Segment Start: Records shown

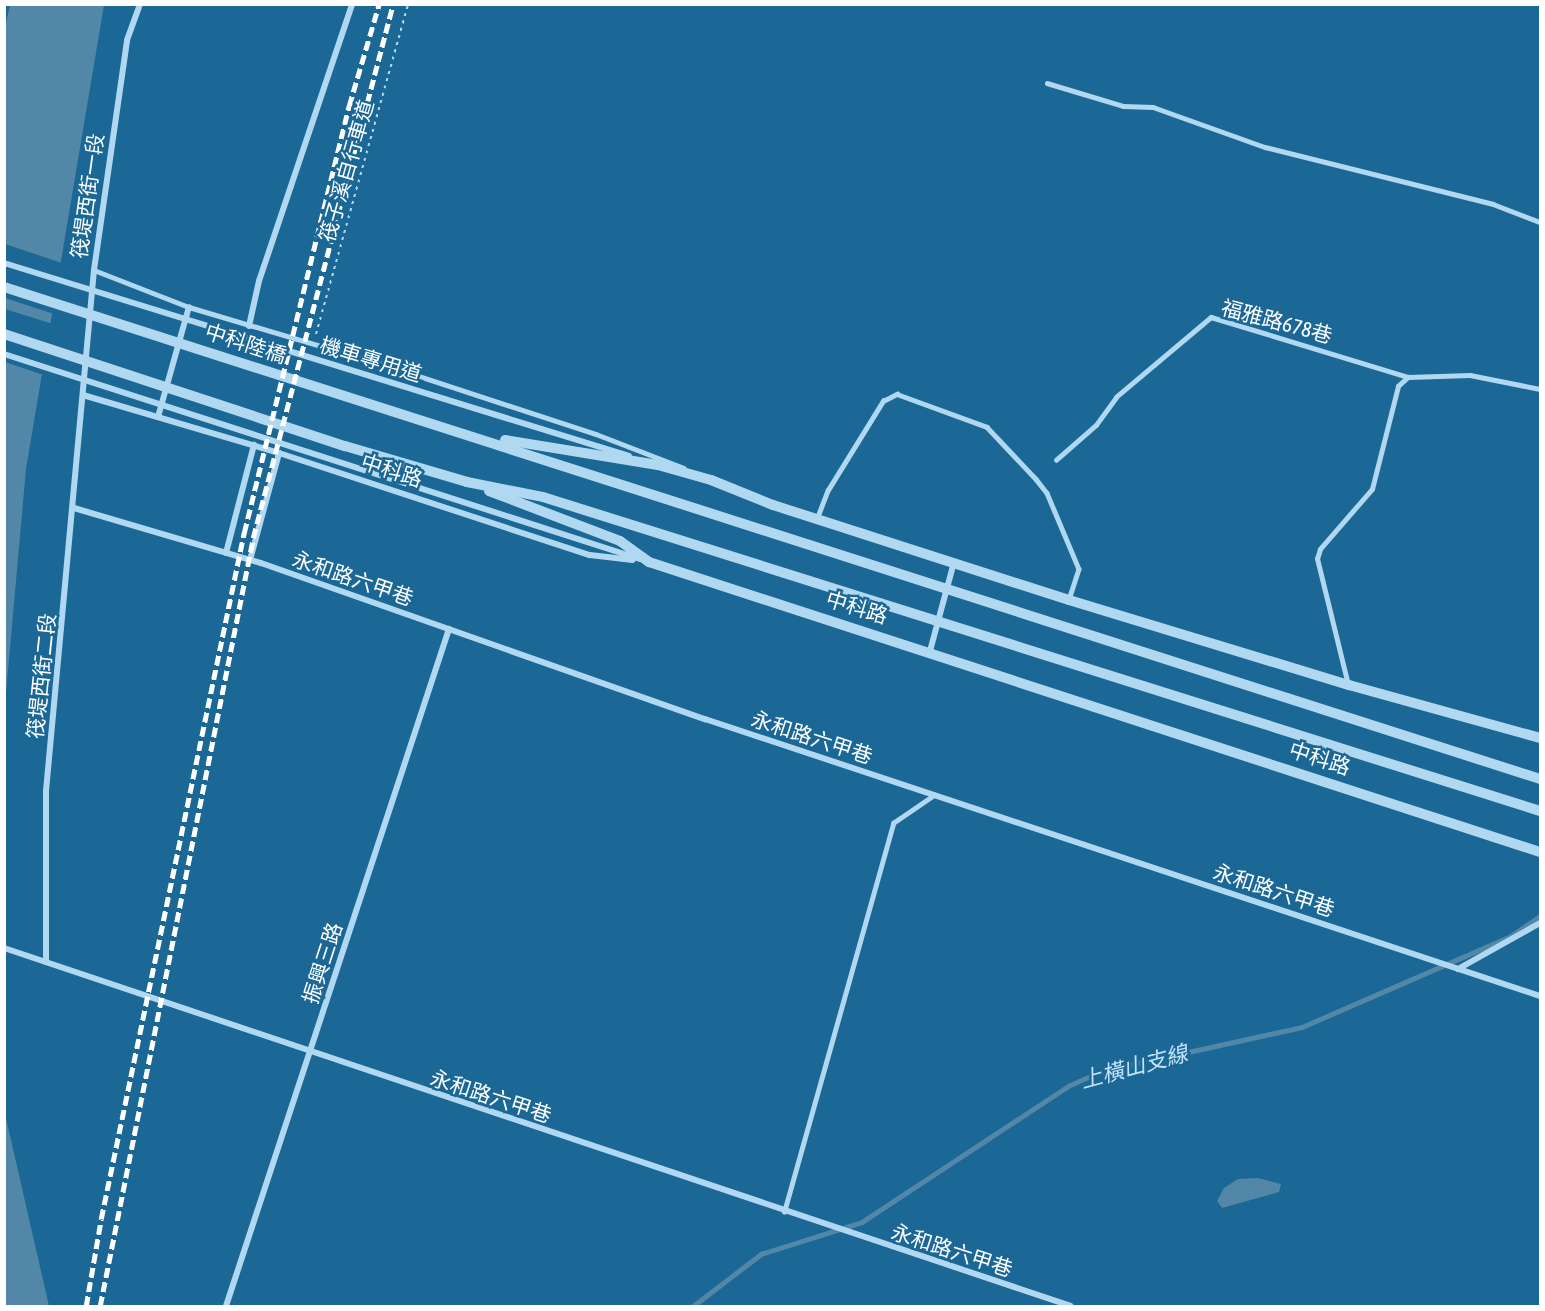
<!DOCTYPE html>
<meta charset="utf-8">
<style>
body{margin:0}
#map{position:relative;width:1545px;height:1311px;overflow:hidden;background:#1b6897;font-family:"Asap Condensed","Noto Sans TC",sans-serif}
div>[style]{position:absolute}
.water>*{inset:0;background:#5387a7}
.pier>*{inset:0;background:#1b6897}
.stream>*{height:4.5px;margin:-2.25px;padding:0 2.25px;transform-origin:2.25px;border-radius:2.25px;background:#5387a7}
.path>*{height:2px;margin-top:-1px;transform-origin:0;background:repeating-linear-gradient(90deg,#b0d8f0 0 3px,transparent 0 7.5px)}
.service>*{height:4.5px;margin:-2.25px;padding:0 2.25px;transform-origin:2.25px;border-radius:2.25px;background:#b0d8f0}
.minor>*{height:6px;margin:-3px;padding:0 3px;transform-origin:3px;border-radius:3px;background:#b0d8f0}
.tertiary>*{height:10px;margin:-5px;padding:0 5px;transform-origin:5px;border-radius:5px;background:#b0d8f0}
.rail>*{height:4.5px;margin-top:-2.25px;transform-origin:0;background:repeating-linear-gradient(90deg,#fff 0 10px,transparent 0 14.5px)}
span{translate:-50% -50%;white-space:nowrap;text-align:center;line-height:1.15;-webkit-text-stroke:5px #1b6897;paint-order:stroke}
.street-label{font-size:21px;color:#fff}
.water-label{font-size:22px;color:#c3e4f8;font-style:italic}
.frame{position:absolute;inset:0;border:6px solid #fff;pointer-events:none}
</style>
<div id="map">
<div class="water">
<i style="clip-path:polygon(10px 5px,104px 5px,26px 469px,5px 704px,5px 27px)"></i>
<i style="clip-path:polygon(5px 1114px,49px 1306px,5px 1306px)"></i>
<i style="clip-path:polygon(1258px 1178px,1281px 1184px,1279px 1192px,1222px 1208px,1217px 1201px,1224px 1188px,1238px 1179px)"></i>
</div>
<div class="pier">
<i style="clip-path:polygon(5px 244px,62px 263px,54px 314px,5px 298px)"></i>
<i style="clip-path:polygon(5px 309px,53px 324px,44px 375px,5px 362px)"></i>
</div>
<div class="stream">
<i style="left:693px;top:1306px;width:86px;rotate:-37.4deg"></i>
<i style="left:761px;top:1254px;width:106px;rotate:-17.6deg"></i>
<i style="left:862px;top:1222px;width:247px;rotate:-33.4deg"></i>
<i style="left:1068px;top:1086px;width:37px;rotate:-24deg"></i>
<i style="left:1102px;top:1071px;width:205px;rotate:-12.4deg"></i>
<i style="left:1302px;top:1027px;width:226px;rotate:-23.5deg"></i>
<i style="left:1509px;top:937px;width:37px;rotate:-34deg"></i>
</div>
<div class="path">
<i style="left:316px;top:334px;width:343px;rotate:-74.4deg"></i>
</div>
<div class="service">
<i style="left:1047px;top:83px;width:79px;rotate:16.8deg"></i>
<i style="left:1123px;top:106px;width:30px;rotate:2deg"></i>
<i style="left:1153px;top:107px;width:119px;rotate:19.7deg"></i>
<i style="left:1265px;top:147px;width:235px;rotate:14deg"></i>
<i style="left:1493px;top:204px;width:50px;rotate:21deg"></i>
<i style="left:94px;top:270px;width:102px;rotate:21.3deg"></i>
<i style="left:189px;top:307px;width:201px;rotate:16.5deg"></i>
<i style="left:382px;top:364px;width:225px;rotate:18.1deg"></i>
<i style="left:596px;top:434px;width:94px;rotate:21.1deg"></i>
<i style="left:1056px;top:460px;width:53px;rotate:-41.2deg"></i>
<i style="left:1096px;top:425px;width:34px;rotate:-54deg"></i>
<i style="left:1116px;top:397px;width:124px;rotate:-40.1deg"></i>
<i style="left:1211px;top:317px;width:206px;rotate:16.9deg"></i>
<i style="left:1408px;top:377px;width:62px;rotate:-1.8deg"></i>
<i style="left:1470px;top:375px;width:71px;rotate:11.3deg"></i>
<i style="left:817px;top:518px;width:30px;rotate:-69deg"></i>
<i style="left:828px;top:490px;width:105px;rotate:-58.3deg"></i>
<i style="left:883px;top:401px;width:16px;rotate:-27deg"></i>
<i style="left:897px;top:394px;width:96px;rotate:20.1deg"></i>
<i style="left:987px;top:427px;width:71px;rotate:46.7deg"></i>
<i style="left:1036px;top:479px;width:18px;rotate:52deg"></i>
<i style="left:1047px;top:493px;width:82px;rotate:67.2deg"></i>
<i style="left:1079px;top:569px;width:33px;rotate:108deg"></i>
<i style="left:1348px;top:685px;width:130px;rotate:-103.8deg"></i>
<i style="left:1317px;top:559px;width:10px;rotate:-73deg"></i>
<i style="left:1320px;top:549px;width:79px;rotate:-49.1deg"></i>
<i style="left:1372px;top:489px;width:106px;rotate:-75.8deg"></i>
<i style="left:1398px;top:386px;width:13px;rotate:-42deg"></i>
<i style="left:784px;top:1212px;width:404px;rotate:-74.3deg"></i>
<i style="left:893px;top:823px;width:50px;rotate:-34.3deg"></i>
</div>
<div class="minor">
<i style="left:4px;top:263px;width:654px;rotate:17.16deg"></i>
<i style="left:249px;top:326px;width:46px;rotate:-77.5deg"></i>
<i style="left:259px;top:281px;width:292px;rotate:-71.4deg"></i>
<i style="left:4px;top:354px;width:668px;rotate:17.87deg"></i>
<i style="left:83px;top:395px;width:204px;rotate:16.5deg"></i>
<i style="left:279px;top:453px;width:327px;rotate:18.2deg"></i>
<i style="left:590px;top:555px;width:43px;rotate:6.6deg"></i>
<i style="left:158px;top:417px;width:114px;rotate:-74.3deg"></i>
<i style="left:74px;top:508px;width:195px;rotate:16.4deg"></i>
<i style="left:261px;top:563px;width:471px;rotate:19.4deg"></i>
<i style="left:705px;top:719px;width:880px;rotate:18.35deg"></i>
<i style="left:226px;top:553px;width:112px;rotate:-75.5deg"></i>
<i style="left:250px;top:560px;width:111px;rotate:-74.8deg"></i>
<i style="left:930px;top:651px;width:92px;rotate:-74.9deg"></i>
<i style="left:4px;top:948px;width:1125px;rotate:18.55deg"></i>
<i style="left:46px;top:962px;width:171px;rotate:-90deg"></i>
<i style="left:46px;top:791px;width:523px;rotate:-84.74deg"></i>
<i style="left:94px;top:270px;width:232px;rotate:-81.8deg"></i>
<i style="left:127px;top:40px;width:38px;rotate:-70deg"></i>
<i style="left:1458px;top:969px;width:94px;rotate:-29.3deg"></i>
<i style="left:226px;top:1306px;width:713px;rotate:-71.77deg"></i>
</div>
<div class="tertiary">
<i style="left:4px;top:287px;width:1613px;rotate:17.76deg"></i>
<i style="left:4px;top:334px;width:359px;rotate:18.2deg"></i>
<i style="left:345px;top:446px;width:127px;rotate:16.4deg"></i>
<i style="left:467px;top:482px;width:77px;rotate:11.2deg"></i>
<i style="left:543px;top:497px;width:1045px;rotate:17.48deg"></i>
<i style="left:505px;top:440px;width:155px;rotate:9.3deg"></i>
<i style="left:658px;top:465px;width:55px;rotate:15.8deg"></i>
<i style="left:711px;top:480px;width:67px;rotate:22deg"></i>
<i style="left:773px;top:505px;width:311px;rotate:17.8deg"></i>
<i style="left:1069px;top:600px;width:293px;rotate:16.9deg"></i>
<i style="left:1349px;top:685px;width:198px;rotate:15.5deg"></i>
<i style="left:489px;top:491px;width:140px;rotate:20.9deg"></i>
<i style="left:620px;top:541px;width:36px;rotate:36deg"></i>
<i style="left:649px;top:562px;width:937px;rotate:18.03deg"></i>
</div>
<div class="rail">
<i style="left:86px;top:1306px;width:88px;rotate:-80.2deg"></i>
<i style="left:101px;top:1219px;width:701px;rotate:-78.23deg"></i>
<i style="left:244px;top:533px;width:440px;rotate:-76.2deg"></i>
<i style="left:349px;top:106px;width:106px;rotate:-73.6deg"></i>
<i style="left:100px;top:1306px;width:783px;rotate:-78.73deg"></i>
<i style="left:253px;top:538px;width:552px;rotate:-75.31deg"></i>
</div>
<div class="street-label">
<span style="left:346px;top:171px;rotate:-74deg">筏子溪自行車道</span>
<span style="left:87px;top:196px;rotate:-82deg">筏堤西街一段</span>
<span style="left:1277px;top:321px;rotate:15deg">福雅路678巷</span>
<span style="left:246px;top:343px;rotate:18deg">中科陸橋</span>
<span style="left:371px;top:359px;rotate:17deg">機車專用道</span>
<span style="left:392px;top:470px;rotate:18deg">中科路</span>
<span style="left:353px;top:578px;rotate:19deg">永和路六甲巷</span>
<span style="left:857px;top:607px;rotate:17deg">中科路</span>
<span style="left:41px;top:676px;rotate:-84deg">筏堤西街二段</span>
<span style="left:812px;top:737px;rotate:18deg">永和路六甲巷</span>
<span style="left:1320px;top:758px;rotate:18deg">中科路</span>
<span style="left:1274px;top:890px;rotate:18deg">永和路六甲巷</span>
<span style="left:322px;top:963px;rotate:-72deg">振興三路</span>
<span style="left:491px;top:1096px;rotate:18deg">永和路六甲巷</span>
<span style="left:952px;top:1250px;rotate:18deg">永和路六甲巷</span>
</div>
<div class="water-label">
<span style="left:1134px;top:1067px;rotate:-15deg">上橫山支線</span>
</div>
<div class="frame"></div>
</div>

Segment End: Records shown

Scan the data above, find each line with "water", and copy it.

.water>*{inset:0;background:#5387a7}
.water-label{font-size:22px;color:#c3e4f8;font-style:italic}
<div class="water">
<div class="water-label">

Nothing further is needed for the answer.